His fox of a boss, Elena, had called him into her office at 4:45 PM. The timing was surgical.

"You're not hitting your KPIs," she'd said, her manicured nails tapping against a glass tank containing a single goldfish that swam in endless, figure-eight patterns. The goldfish had been her predecessor's pet. Three years later, it was still alive, swimming its anxious loops, trapped in glass while the office around it turned over twice.

"Marcus?" Elena prompted.

He thought about telling her that their entire business model was predicated on selling false hope to people who couldn't afford real healthcare. He thought about his ex-wife's voice, calling him passionless during their last fight in the cereal aisle. How she'd said he lived like he was already dead.

"The metrics are flawed," Marcus said instead, and even he couldn't tell if he believed it anymore.

"You've been saying that for six months." Elena's smile was sharp. "We need people who can execute, not just critique."

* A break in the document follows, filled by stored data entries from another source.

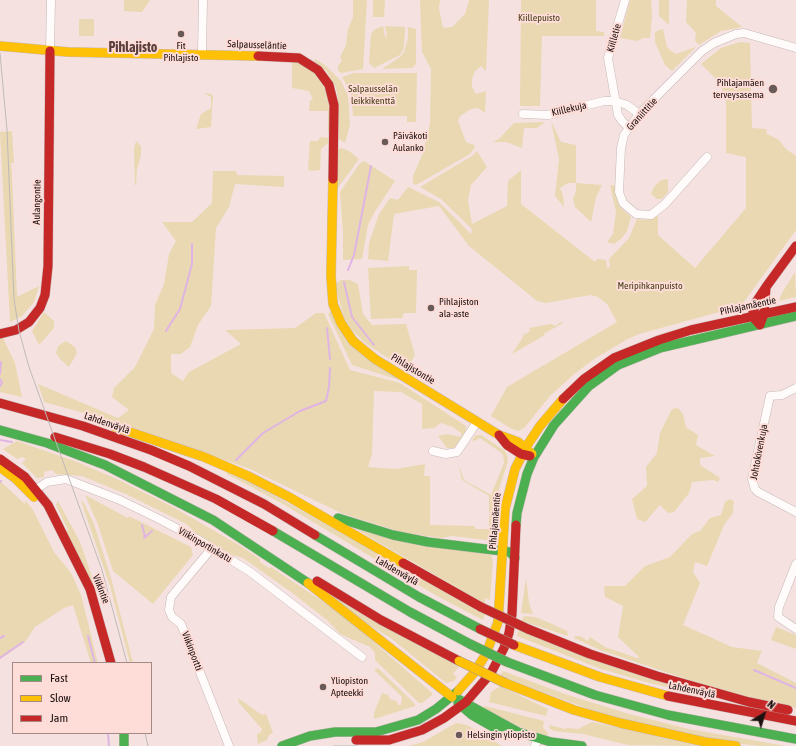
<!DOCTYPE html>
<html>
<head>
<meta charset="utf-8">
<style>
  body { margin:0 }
  #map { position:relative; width:796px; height:746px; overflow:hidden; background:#f5e2e0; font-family:"Asap Condensed",sans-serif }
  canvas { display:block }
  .legend { position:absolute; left:12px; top:662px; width:140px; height:72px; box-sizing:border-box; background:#fedcd7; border:1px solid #a38a87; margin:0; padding:5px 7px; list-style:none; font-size:12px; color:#1b100f }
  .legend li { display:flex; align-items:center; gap:8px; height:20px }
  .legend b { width:20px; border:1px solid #a38a87 }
  .north { position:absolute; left:744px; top:694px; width:40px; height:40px; -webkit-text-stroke:3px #fedcd7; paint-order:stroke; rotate:38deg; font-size:11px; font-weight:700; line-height:16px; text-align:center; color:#1b100f }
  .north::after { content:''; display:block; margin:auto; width:14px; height:18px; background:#1b100f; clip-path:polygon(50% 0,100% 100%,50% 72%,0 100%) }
</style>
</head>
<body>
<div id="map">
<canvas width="796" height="746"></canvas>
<ul class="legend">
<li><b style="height:5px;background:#4caf50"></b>Fast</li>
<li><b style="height:5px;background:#ffc107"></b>Slow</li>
<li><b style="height:5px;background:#c62828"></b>Jam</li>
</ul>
<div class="north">N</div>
</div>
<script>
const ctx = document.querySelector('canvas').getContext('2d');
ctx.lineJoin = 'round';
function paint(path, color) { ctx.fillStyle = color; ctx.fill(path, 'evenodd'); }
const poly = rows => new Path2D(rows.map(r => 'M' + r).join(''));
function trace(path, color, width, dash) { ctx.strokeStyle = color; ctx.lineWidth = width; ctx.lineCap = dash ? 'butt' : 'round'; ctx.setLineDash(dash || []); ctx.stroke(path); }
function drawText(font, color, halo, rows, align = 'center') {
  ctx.font = font + ' "Asap Condensed",sans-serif'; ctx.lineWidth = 4; ctx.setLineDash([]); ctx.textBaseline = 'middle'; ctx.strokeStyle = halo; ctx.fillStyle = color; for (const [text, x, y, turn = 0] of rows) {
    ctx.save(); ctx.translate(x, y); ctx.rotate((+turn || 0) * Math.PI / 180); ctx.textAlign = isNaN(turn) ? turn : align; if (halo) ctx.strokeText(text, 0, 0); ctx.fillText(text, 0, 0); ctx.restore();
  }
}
paint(poly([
  [124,0,150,0,142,12,124,11],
  [353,0,367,0,363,69,341,73,338,71,338,66,342,61,340,57,346,45,348,29,353,17],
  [373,0,385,0,384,17,373,17],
  [420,0,440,0,439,8,443,28,452,27,465,14,469,0,489,0,486,71,481,66,475,71,472,79,472,87,476,94,486,91,485,113,478,108,471,109,460,116,458,121,466,142,474,145,475,147,470,154,416,185,413,183,413,176,423,153,430,124,431,69,422,52],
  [521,0,596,0,596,31,604,32,604,36,542,36,540,106,520,106],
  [630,0,651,0,652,16,650,38,644,38,637,41,620,38],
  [659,0,669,0,669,25,659,16],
  [687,0,716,0,716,6,742,27,721,31,699,45,695,41,696,33,686,22],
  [79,19,94,19,94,36,79,36],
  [383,26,385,37,387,36,385,26,405,27,404,48,400,55,374,68,369,63,371,34,374,30],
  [408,27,416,29,416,64,412,68,382,69,400,57,404,52,408,38],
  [663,29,667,47,671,51,676,54,696,47,672,71,665,65,655,42,655,32],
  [740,42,750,43,752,128,766,129,767,134,779,140,786,149,796,156,796,230,741,306,639,334,626,340,594,359,573,375,550,396,524,428,518,431,510,428,491,416,507,387,617,322,607,304,598,297,590,295,546,303,537,301,469,246,439,206,394,214,388,261,368,259,369,243,379,214,390,198,398,200,408,187,439,202,471,234,472,229,441,199,420,187,472,156,477,151,487,167,471,185,468,200,472,224,507,206,508,181,521,170,521,204,595,262,597,259,606,260,607,268,610,267,609,259,629,238,637,219,647,220,658,216,658,235,695,268,746,208,746,157,726,153,726,97,718,81,701,64,721,48],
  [315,59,325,65,341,81,348,96,350,124,345,143,339,139,338,98,336,88,327,72,314,61],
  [292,61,297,62,315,73,328,93,330,131,328,132,328,111,309,111,310,101,313,99,309,91,292,88],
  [354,73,417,73,416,122,407,122,407,116,353,116,351,93,342,77],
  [203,93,211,94,213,96,211,127,196,129,201,114,211,108,211,97],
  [551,121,561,142,576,145,576,183,602,185,596,197,591,222,575,207,573,199,576,191,576,183,568,183,560,188,563,195,564,207,555,196,559,159],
  [545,122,537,128,524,128,522,148,506,142,493,142,500,138,514,123],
  [12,131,14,163,11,163,12,174,17,297,39,286,34,302,22,316,10,322,0,132],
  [320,137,329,138,328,143,321,149,320,170,310,171,308,169,310,141,318,141],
  [136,141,141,146,141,155,137,169,136,185,135,185,134,149],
  [341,148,349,151,359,159,337,189,338,150],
  [364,161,395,181,374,213,368,225,362,259,343,260,343,233,340,192,360,163],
  [213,171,236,171,237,175,284,176,284,187,235,184,229,207,216,228,211,306,198,325,190,347,181,354,171,354,171,373,183,381,189,372,241,344,225,330,295,328,316,313,324,313,350,370,400,383,466,426,466,430,455,448,447,448,438,436,447,434,461,437,461,433,453,427,441,423,434,428,422,429,422,404,401,392,374,391,372,454,368,467,396,469,425,464,424,476,430,476,430,525,475,526,475,529,489,529,489,496,462,480,458,463,464,480,491,495,504,463,503,454,480,438,474,441,472,440,476,435,481,435,505,451,508,458,507,464,499,489,493,535,490,539,486,540,452,536,441,538,401,532,341,513,250,469,120,423,44,402,38,384,118,418,129,410,112,397,114,388,135,367,154,329,155,305,164,284,169,254,176,241,162,222,192,222,212,203],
  [668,179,668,192,662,199,657,199,651,194,654,187,661,180],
  [610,185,616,186,618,203,622,209,631,217,627,231,622,238,614,244,607,242,613,234,616,212],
  [409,266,409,270,417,270,416,313,404,313,402,318,371,319,368,268],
  [795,272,796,297,779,301,782,293],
  [341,280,350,280,358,284,363,314,372,325,406,324,415,355,406,370,365,343,351,329,344,317,338,297,336,283],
  [44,312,54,321,54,328,39,345,32,331],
  [330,312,332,312,399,380,352,365,328,314],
  [561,322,563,323,545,333,543,332,545,335,512,354,523,337,524,333,526,334,530,331,529,328,551,324,555,326],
  [0,337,3,338,15,363,22,397,0,392],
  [66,341,75,347,77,353,69,367,60,359,56,353,58,346],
  [678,408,683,414,686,427,698,435,696,445,715,456,700,458,700,465,720,478,718,482,713,480,692,482,689,493,674,512,668,513,660,505,645,522,637,519,632,499,647,486,646,467,657,453,660,433,672,409],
  [17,441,77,462,117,479,171,506,239,545,260,559,260,562,269,568,271,567,343,615,432,693,432,695,422,703,419,703,375,660,375,653,370,647,340,634,327,620,291,592,243,558,232,555,199,536,186,524,128,495,82,476,56,474,52,470,44,472,44,477,37,478,22,463,26,459,22,457,17,459,3,449],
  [225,473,234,473,485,613,483,620,437,596,283,504],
  [0,481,25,504,25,500,33,510,54,552,71,573,81,595,98,663,91,663,73,605,64,608,35,627,25,642,0,659],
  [85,495,128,518,129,516,191,547,193,555,153,604,113,571,97,522],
  [730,499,734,501,733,513,724,525,707,566,695,562,693,572,700,583,683,625,732,647,762,651,757,663,796,683,796,708,725,692,600,650,574,638,575,636,580,636,588,641,590,637,605,647,637,658,639,657,618,637,623,606,605,597,604,586,625,586,645,566,670,557,692,534,700,531,710,518,721,515,725,502],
  [58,501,80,542,99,597,66,531,68,530,56,505],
  [81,501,84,503,94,524,111,578,133,663,130,663,110,586],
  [351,526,491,555,493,561,490,600,485,598,485,604],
  [526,578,529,603,533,614,521,613],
  [320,586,459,667,453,674,457,677,454,681,446,683,392,639,358,618],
  [524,616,535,617,552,624,567,631,568,636,522,621],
  [776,627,796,635,796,649,771,640],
  [519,630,719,698,653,684,601,669,517,636],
  [378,668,415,704,415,706,374,719,374,713,382,693,388,695,391,700,395,700,400,706,401,704,402,697,374,670],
  [503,671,565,694,629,714,689,729,786,746,760,746,724,742,618,720,500,676],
  [500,686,548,709,546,716,489,702,491,692],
  [238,698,262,715,266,714,273,733,269,735,267,740,258,744,257,734,261,732,262,729,239,703],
  [485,706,544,721,543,728,548,733,547,736,520,727,501,719,488,711,483,707],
  [592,722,698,746,628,745,583,734,554,731,549,728,550,725,565,729,567,728,578,729],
  [456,723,467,725,502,746,409,746,423,742]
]), '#e9d8b1');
trace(poly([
  [348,270,354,255,371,166],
  [344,282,352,317,374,345],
  [327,328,330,359],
  [166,331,180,309,192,264,192,244],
  [0,374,1,362],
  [0,379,2,383,0,386],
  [0,440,12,442],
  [236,460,263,433,300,411,326,401,329,387,330,368],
  [0,482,1,481],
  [142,525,145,537],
  [144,538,152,531],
  [88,636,95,663],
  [0,638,4,636],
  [0,658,23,642],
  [754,670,796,688],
  [108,733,109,746]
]), '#dfb4e4', 2);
const street = poly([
  [625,0,608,58,618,115,622,121,628,127],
  [50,51,51,0],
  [202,54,203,0],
  [523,114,548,115,604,101,615,101,627,105,639,114],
  [707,157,665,204,651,215,636,214,623,203,619,192,621,148,624,135,639,114,702,51,714,43,736,34,744,33,796,48],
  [796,388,782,395,770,396,752,479,755,489,758,492,796,512],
  [433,451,446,454,457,452,477,422],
  [32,492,47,482,66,479,120,500,159,519,197,539,249,571,362,657],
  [212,548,171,597,169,610,172,617,181,624,229,746],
  [796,564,779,607,778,617,796,629],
  [535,746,538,738]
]);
const fast = poly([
  [0,430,47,443,105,465,213,520,308,583],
  [338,518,393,535,428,542,510,552,515,558],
  [516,525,517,513,527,474,534,457,554,425,589,386,618,365,660,348,796,316],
  [273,531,410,612,470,644],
  [315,535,419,597,480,629],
  [507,662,595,695,668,715,796,739],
  [458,699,518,732,551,742,582,746],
  [458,703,472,715,500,731],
  [124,733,124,746],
  [282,746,310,736,335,732,376,732,418,720,436,709,458,691]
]);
const slow = poly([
  [0,46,68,52,258,56],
  [333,179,331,276,333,304,341,323,353,341,375,359,499,435,518,442,532,454],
  [115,427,204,457,248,476,289,497,403,563],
  [0,467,16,479,34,497],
  [308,583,452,697],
  [514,645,600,677,668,696],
  [505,683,574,710,620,723,705,742,736,746],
  [458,691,474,673,486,654,498,622,505,509,515,469,526,447,540,426,563,399]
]);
const jam = poly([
  [258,56,299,58,318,70,329,85,334,105,333,179],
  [766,287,764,314,760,325,752,316,756,302,766,287,796,246],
  [0,334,16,330,29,322,40,308,45,295,48,266,50,51],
  [563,399,584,379,614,358,659,340,691,330,796,307],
  [0,403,83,426,151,450,189,466,264,504,315,535],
  [499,435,507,445,521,454,530,456],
  [55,437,110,454,144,467,216,499,273,531],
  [0,459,25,477,48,505,90,589,111,663],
  [403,563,481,607],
  [317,581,381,620,459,661],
  [528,629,590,654,657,676,749,702,788,710],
  [668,696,796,721],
  [356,740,389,740,422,730,444,718,466,702,491,673,504,648,509,633,512,614,516,525]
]);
trace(street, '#c6b8b6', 9);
trace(fast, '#c6b8b6', 10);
trace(slow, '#c6b8b6', 10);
trace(jam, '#c6b8b6', 10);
trace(street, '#fefbfa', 8);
trace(fast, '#4caf50', 9);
trace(slow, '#ffc107', 9);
trace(jam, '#c62828', 9);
trace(poly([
  [0,53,7,130,14,299,19,331,29,367,102,570,127,663],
  [145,733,148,746],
  [334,746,358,746]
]), '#bfbab9', 1);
const fastBridge = poly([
  [470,644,507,662]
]);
const slowBridge = poly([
  [459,661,505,683]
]);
const jamBridge = poly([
  [481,607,528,629],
  [480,629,514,645]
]);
trace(fastBridge, '#a99689', 10, []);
trace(slowBridge, '#a99689', 10, []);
trace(jamBridge, '#a99689', 10, []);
trace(fastBridge, '#4caf50', 9);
trace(slowBridge, '#ffc107', 9);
trace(jamBridge, '#c62828', 9);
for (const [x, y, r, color] of [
  [181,34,4,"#675a58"],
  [773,89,5,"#675a58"],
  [385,142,4,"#675a58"],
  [431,308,4,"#675a58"],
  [323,687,4,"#675a58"],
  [459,735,4,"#675a58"]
]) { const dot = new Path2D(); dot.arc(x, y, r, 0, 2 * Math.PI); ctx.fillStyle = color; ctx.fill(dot); trace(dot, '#fedcd7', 1.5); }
drawText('10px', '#473f19', '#fedcd7', [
  ["Kiillepuisto",539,18],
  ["Salpausselän",373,89],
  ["leikkikenttä",373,101],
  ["Meripihkanpuisto",650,286]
]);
drawText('10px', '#1b100f', '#fedcd7', [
  ["Kiilletie",614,38,-74],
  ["Salpausseläntie",257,45,2],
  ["Kiillekuja",569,109,-13],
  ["Graniittitie",642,114,-48],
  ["Aulangontie",37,202,-89],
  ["Pihlajamäentie",748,306,-12],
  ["Pihlajistontie",413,369,31],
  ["Lahdenväylä",107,423,19],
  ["Johtokivenkuja",759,452,-79],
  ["Pihlajamäentie",495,521,-85],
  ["Viikinportinkatu",205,545,30],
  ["Lahdenväylä",397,571,30],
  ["Viikintie",101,589,69],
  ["Viikinportti",192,651,69],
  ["Lahdenväylä",692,690,12]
]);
drawText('10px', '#1b100f', '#fedcd7', [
  ["Fit",181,46,"center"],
  ["Pihlajisto",181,58,"center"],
  ["Pihlajamäen",764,83,"right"],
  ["terveysasema",764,95,"right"],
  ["Päiväkoti",393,136],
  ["Aulanko",393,148],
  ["Pihlajiston",439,302],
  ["ala-aste",439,314],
  ["Yliopiston",331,681],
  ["Apteekki",331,693],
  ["Helsingin yliopisto",467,735]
], 'left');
drawText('bold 14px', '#593e3b', '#fedcd7', [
  ["Pihlajisto",133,48]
]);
</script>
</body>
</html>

He left the building at dusk. The air tasted of rain and exhaust. A bolt of lightning cracked the sky purple, and for a moment, the whole city looked like a photograph negative—everything inverted, everything suddenly clear.

Marcus stood on the sidewalk as the first drops fell. He wasn't a zombie anymore. Something in his chest unclenched.

His phone buzzed—an email from HR about his final paycheck and exit package. He deleted it without opening it. Somewhere in that office, the goldfish was still swimming its endless loops in its glass prison. But Marcus was free.